Frage: "Ist das alles
nicht recht widersprüchlich?"
BeiYin: "So widersprüchlich
wie es dem momentanen Bewußtseinszustand der Menschheit dieses Planeten
entspricht, - der Welt unerwachter Menschen.
Ein wirklicher Meister ist
real. Du kannst ihn jedoch nicht wahrnehmen. Es ist möglich, daß
er für Dich zum 'Stein des Anstoßes' wird, über
welchen Du stolperst, wobei Du gelegentlich auf die Nase fällst. Möglich,
daß Du davon aufwachst. Es ist ebensogut möglich, daß
Du irritiert wirst und Dein Verteidigungssystem in Aufruhr gerät und
Du dementsprechend reagierst. Das wäre die Gelegenheit, Deine eigenen
Hintergründe aufzudecken und Deine Struktur wahrzunehmen. Somit zu
erkennen, wer Du bist und warum Du so bist. Die Hilfe, die Du brauchst,
findest Du überreichlich in den Gegebenheiten Deines Lebens, Deiner
täglichen Umgebung. Du braucht dazu keine davon losgelöste, spezielle
Person. Wenn Du Dir durch eine derartige Person helfen läßt
herauszufinden, wer Du bist, gerätst Du allzu leicht in Abhängigkeit.

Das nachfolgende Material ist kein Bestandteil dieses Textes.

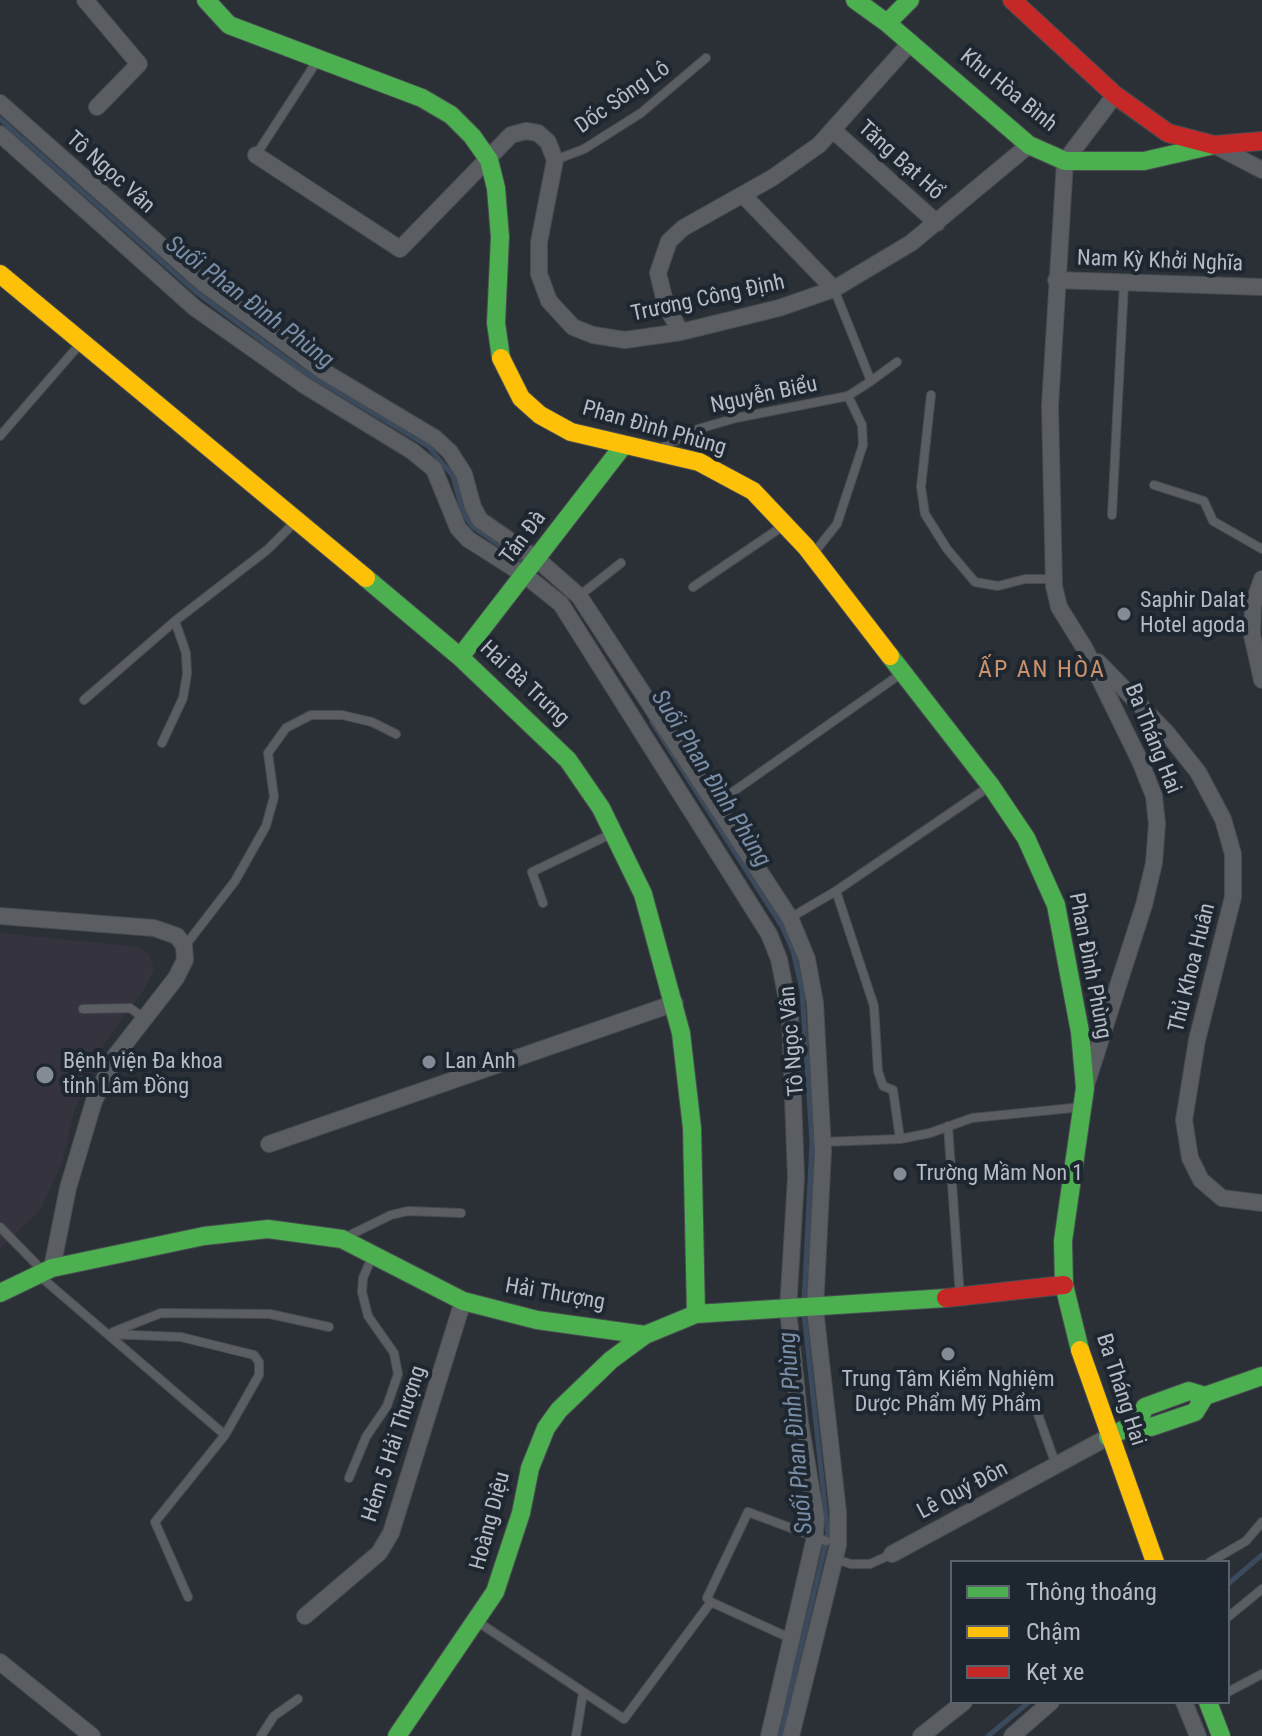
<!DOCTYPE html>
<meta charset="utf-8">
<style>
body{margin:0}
#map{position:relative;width:1262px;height:1736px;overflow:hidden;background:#2a3036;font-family:"Roboto Condensed",sans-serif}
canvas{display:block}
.legend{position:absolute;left:950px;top:1560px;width:280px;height:144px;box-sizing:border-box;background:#1e262f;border:2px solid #5a626b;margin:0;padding:10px 14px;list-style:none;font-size:24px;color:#b5bcc6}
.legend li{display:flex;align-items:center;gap:16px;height:40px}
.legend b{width:40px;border:2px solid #5a626b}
</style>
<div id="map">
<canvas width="1262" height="1736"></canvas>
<ul class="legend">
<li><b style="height:10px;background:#4caf50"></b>Thông thoáng</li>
<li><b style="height:10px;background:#ffc107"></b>Chậm</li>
<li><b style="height:10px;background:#c62828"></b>Kẹt xe</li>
</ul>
</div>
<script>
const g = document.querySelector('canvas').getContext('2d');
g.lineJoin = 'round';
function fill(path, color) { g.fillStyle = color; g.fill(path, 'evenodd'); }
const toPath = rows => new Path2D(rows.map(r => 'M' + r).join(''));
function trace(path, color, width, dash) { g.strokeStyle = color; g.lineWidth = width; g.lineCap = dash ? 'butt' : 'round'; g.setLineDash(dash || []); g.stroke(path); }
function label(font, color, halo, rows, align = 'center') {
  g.font = font + ' "Roboto Condensed",sans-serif'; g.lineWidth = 8; g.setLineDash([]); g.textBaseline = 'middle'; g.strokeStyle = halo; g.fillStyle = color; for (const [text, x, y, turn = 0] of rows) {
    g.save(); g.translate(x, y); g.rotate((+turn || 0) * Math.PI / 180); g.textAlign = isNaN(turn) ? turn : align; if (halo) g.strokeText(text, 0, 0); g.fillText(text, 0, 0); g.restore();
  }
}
fill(toPath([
 [0,933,139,947,150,955,154,969,145,988,106,1041,75,1109,62,1164,40,1210,0,1249]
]), '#34333e');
trace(toPath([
 [0,119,196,292,300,369,428,446,453,476,463,513,473,527,526,563],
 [652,722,783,928,793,951,802,990,812,1142,804,1303],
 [1228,1584,1262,1555],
 [780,1736,828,1534,804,1313],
 [988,1736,1029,1702]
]), '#3b4b5d', 5);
const lane = toPath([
 [256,155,317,61],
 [555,160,584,149,641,113,706,58],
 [871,381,897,362],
 [931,395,921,487,925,514,947,549,975,582,998,586,1025,579,1054,579],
 [0,436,80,344],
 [663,447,698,429,736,418,848,396,871,381,834,289],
 [1154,485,1204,501,1213,521,1262,549],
 [1112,515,1124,283],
 [813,554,837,524,863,445,862,425,848,396],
 [693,587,783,526],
 [579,596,621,563],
 [84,700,175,621,267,550,294,523],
 [162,743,183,698,187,674,186,653,175,621],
 [717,803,902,673],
 [836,891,874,1006,878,1071,883,1086,893,1090,900,1139],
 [543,903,532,872,613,833],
 [790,918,836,891,990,786],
 [185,946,235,881,266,826,274,797,268,753,286,728,311,715,342,715,372,722,396,734],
 [83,1009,130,1008,144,1018],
 [948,1126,960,1297],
 [823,1142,900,1139,930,1133,972,1118,1082,1107],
 [0,1227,43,1271],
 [346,1237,391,1215,408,1211,461,1213],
 [42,1278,225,1435,155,1522,188,1597],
 [113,1332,161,1313,270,1314,329,1327],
 [108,1334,181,1337,254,1355,259,1362,259,1375,225,1435],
 [1035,1406,1056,1465],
 [349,1478,366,1437,387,1406,398,1374,394,1353,368,1316,362,1292,363,1278,372,1257],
 [835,1559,851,1564,870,1564,892,1554],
 [1210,1562,1246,1541,1262,1522],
 [711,1602,792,1639],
 [1228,1617,1262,1589],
 [478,1622,624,1719,711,1602,707,1598,748,1512,826,1541],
 [1228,1692,1262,1674],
 [261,1736,274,1716,298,1699],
 [576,1736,583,1693]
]);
const street = toPath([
 [85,0,139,64,97,107],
 [0,103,203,283,323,371,435,438,450,452,464,474,473,507,480,520,538,560,579,596,790,918,807,959,815,1003,823,1151,815,1309,838,1512,838,1545,791,1736],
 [834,131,937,223],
 [0,134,195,308,304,385,412,451,434,469,458,528,468,539,526,576,561,604,769,934,779,959,790,1015,796,1178,788,1310,800,1422,816,1518,815,1537,769,1736],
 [1214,145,1262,170],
 [256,155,400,249,511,135,526,131,538,133,548,142,555,160,539,242,539,274,549,301,573,327,593,335,625,340,681,332,779,308,834,289,911,243,1029,145],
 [743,195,834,289],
 [1056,280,1262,287],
 [681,332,666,306,658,273,669,241,683,228,772,178,819,145,911,42],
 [1262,579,1253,605,1252,635,1262,680],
 [1098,662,1167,733,1198,772,1223,819,1233,854,1233,897,1197,1040,1184,1120,1190,1158,1201,1180,1222,1198,1262,1203],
 [0,916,154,928,177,936,184,946,185,960,176,978,116,1055,94,1101,68,1188,52,1268],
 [1087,1082,1144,905,1154,863,1157,824,1154,796,1140,761,1085,649,1059,607,1054,586,1050,406,1065,161,1115,95],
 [269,1144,675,1003],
 [892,1554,1108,1437],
 [305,1616,379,1553,391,1533,463,1301],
 [0,1662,92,1736],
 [1184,1702,1198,1736],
 [921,1736,964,1702],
 [1012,1736,1051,1702]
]);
const fast = toPath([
 [206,0,229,25,422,98,451,115,472,136,489,160,496,188,500,237,496,323,501,358],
 [855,0,887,23,1029,145,1065,161,1144,161,1214,145],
 [887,23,910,0],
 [366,578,460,657,568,760,601,808,643,894,681,1033,692,1128,696,1314],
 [890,656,991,786,1026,838,1056,905,1080,1032,1085,1088,1063,1241,1064,1285,1080,1350],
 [460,657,623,446],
 [0,1293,52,1268,204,1236,268,1229,342,1239,463,1301,537,1320,645,1335],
 [1137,1423,1151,1427,1195,1412,1205,1396],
 [1108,1437,1137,1423,1145,1407,1189,1391,1205,1396,1262,1376],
 [1208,1702,1221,1736],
 [397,1736,495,1592,521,1513,530,1468,546,1428,559,1410,611,1360,645,1335,696,1314,946,1298]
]);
const slow = toPath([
 [0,274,366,578],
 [501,358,521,398,540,415,571,432,699,462,753,491,806,547,890,656],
 [1080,1350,1155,1562]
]);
const jam = toPath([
 [1012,0,1115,95,1168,133,1214,145,1262,141],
 [946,1298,1064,1285]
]);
trace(lane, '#484c50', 10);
trace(street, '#484c50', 18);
trace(fast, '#484c50', 20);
trace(slow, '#484c50', 20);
trace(jam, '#484c50', 20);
trace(lane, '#5a5e63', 8);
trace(street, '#5a5e63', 16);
trace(fast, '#4caf50', 18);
trace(slow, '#ffc107', 18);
trace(jam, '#c62828', 18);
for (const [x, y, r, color] of [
 [1124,614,8,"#848b94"],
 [429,1062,8,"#848b94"],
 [45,1075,10,"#848b94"],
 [900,1174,8,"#848b94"],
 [948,1354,8,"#848b94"]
]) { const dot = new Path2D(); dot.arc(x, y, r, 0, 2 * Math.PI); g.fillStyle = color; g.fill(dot); trace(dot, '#1e262f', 3); }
label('22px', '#b5bcc6', '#1e262f', [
 ["Khu Hòa Bình",1008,91,39],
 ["Dốc Sông Lô",623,98,-35],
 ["Tăng Bạt Hổ",900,161,42],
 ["Tô Ngọc Vân",110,173,42],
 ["Nam Kỳ Khởi Nghĩa",1160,262,2],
 ["Trương Công Định",708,299,-12],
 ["Nguyễn Biểu",764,396,-12],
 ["Phan Đình Phùng",654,429,16],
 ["Tản Đà",524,538,-53],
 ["Hai Bà Trưng",524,684,43],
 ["Ba Tháng Hai",1152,739,68],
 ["Phan Đình Phùng",1089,966,79],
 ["Thủ Khoa Huân",1193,968,-76],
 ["Tô Ngọc Vân",793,1041,-95],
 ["Hải Thượng",555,1295,10],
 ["Ba Tháng Hai",1120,1390,72],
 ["Hẻm 5 Hải Thượng",395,1444,-72],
 ["Lê Quý Đôn",963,1491,-28],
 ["Hoàng Diệu",491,1521,-75]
]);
label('22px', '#b5bcc6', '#1e262f', [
 ["Saphir Dalat",1140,601],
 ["Hotel agoda",1140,626],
 ["Bệnh viện Đa khoa",63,1062],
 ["tỉnh Lâm Đồng",63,1087],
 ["Lan Anh",445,1062],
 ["Trường Mầm Non 1",916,1174],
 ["Trung Tâm Kiểm Nghiệm",948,1380,"center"],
 ["Dược Phẩm Mỹ Phẩm",948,1405,"center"]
], 'left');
label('italic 24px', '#798ea6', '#1e262f', [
 ["Suối Phan Đình Phùng",249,303,37],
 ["Suối Phan Đình Phùng",710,779,58],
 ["Suối Phan Đình Phùng",797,1433,-95]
]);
g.letterSpacing = '2px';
label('24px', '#c9926d', '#1e262f', [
 ["ẤP AN HÒA",1042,671]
]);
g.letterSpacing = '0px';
</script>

Du kannst es allein herausfinden. Du bist bereits auf dem Weg dazu, also
näherst Du Dich Deinem eigenen Meister. Allerdings, wenn Du Dich jetzt
als Meister fühlst, indem Du Dich mit mir oder einem imaginären
Bild identifizierst, schaffst Du eine Illusion und Du bläst Dein Selbstgefühl
damit auf. Das könnte die Seifenblase Deiner Persönlichkeit zum
Platzen bringen. In dieser Situation stehen jetzt viele Menschen, die feststellen,
daß ihr Leben eine Konstruktion aus Illusionen ist, welche wie ein
Kartenhaus zusammen zu brechen droht. Das zwangsläufige Beenden der
Illusionen führt in eine mehr oder weniger tiefe Depression. Der Mensch
ist am Ende einer Sackgasse angelangt, nach einem langen Weg aus vielen
Enttäuschungen. Das könnte zu einer überraschenden Entdeckung
seiner selbst führen und zu einem kreativen Neubeginn, wenn der- oder
diejenige einen Schritt über sich selbst hinaus vollziehen würde,
also durch Selbstbesinnung und Selbsterkenntnis zur Aufgabe von Identifikationen
und sonstigen Persönlichkeitsspielen gelangt.
Bisher ist es dazu fast nie
gekommen, weil immer wieder zu einem neuen Spiel gegriffen wurde. Auch
eine der letzten Trumpfkarten, sich bei einem 'Guru' oder 'Meister'
einzuklinken, ist ausgespielt; auch die Drogen sind ausgereizt. Wer das
Spiel bis hierher durchlebt hat, steht vor der Wahl: entweder über
den eigenen Schatten zu springen oder zurück ins Dunkle zu fallen."